▶ _Task item_:
Pull out every line below holding the word "Taman".

*** Record set ***

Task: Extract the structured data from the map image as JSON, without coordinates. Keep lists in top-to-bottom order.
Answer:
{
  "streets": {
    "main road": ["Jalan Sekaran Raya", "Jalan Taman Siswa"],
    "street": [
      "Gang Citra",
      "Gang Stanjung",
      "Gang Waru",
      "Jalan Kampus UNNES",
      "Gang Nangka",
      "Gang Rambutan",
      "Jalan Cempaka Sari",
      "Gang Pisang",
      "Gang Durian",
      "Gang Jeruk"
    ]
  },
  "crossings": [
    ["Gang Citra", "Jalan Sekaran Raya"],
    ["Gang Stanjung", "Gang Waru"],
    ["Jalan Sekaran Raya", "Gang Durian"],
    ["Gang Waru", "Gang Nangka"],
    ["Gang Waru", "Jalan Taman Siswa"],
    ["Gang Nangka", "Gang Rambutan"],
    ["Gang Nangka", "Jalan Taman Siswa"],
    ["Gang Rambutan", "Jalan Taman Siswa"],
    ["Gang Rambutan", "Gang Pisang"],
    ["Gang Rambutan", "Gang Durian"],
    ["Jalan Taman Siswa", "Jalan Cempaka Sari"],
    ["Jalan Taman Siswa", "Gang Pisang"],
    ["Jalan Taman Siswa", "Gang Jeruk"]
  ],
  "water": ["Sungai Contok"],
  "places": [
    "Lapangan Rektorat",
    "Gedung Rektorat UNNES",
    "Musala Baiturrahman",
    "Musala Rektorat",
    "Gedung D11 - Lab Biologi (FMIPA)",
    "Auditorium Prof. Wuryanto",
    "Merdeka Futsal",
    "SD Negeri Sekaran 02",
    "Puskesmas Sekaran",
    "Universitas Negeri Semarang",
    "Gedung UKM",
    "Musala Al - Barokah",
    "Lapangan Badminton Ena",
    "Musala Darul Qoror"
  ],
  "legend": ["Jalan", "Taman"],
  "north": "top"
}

***

▶ _Solution to this problem_:
    "main road": ["Jalan Sekaran Raya", "Jalan Taman Siswa"],
    ["Gang Waru", "Jalan Taman Siswa"],
    ["Gang Nangka", "Jalan Taman Siswa"],
    ["Gang Rambutan", "Jalan Taman Siswa"],
    ["Jalan Taman Siswa", "Jalan Cempaka Sari"],
    ["Jalan Taman Siswa", "Gang Pisang"],
    ["Jalan Taman Siswa", "Gang Jeruk"]
  "legend": ["Jalan", "Taman"],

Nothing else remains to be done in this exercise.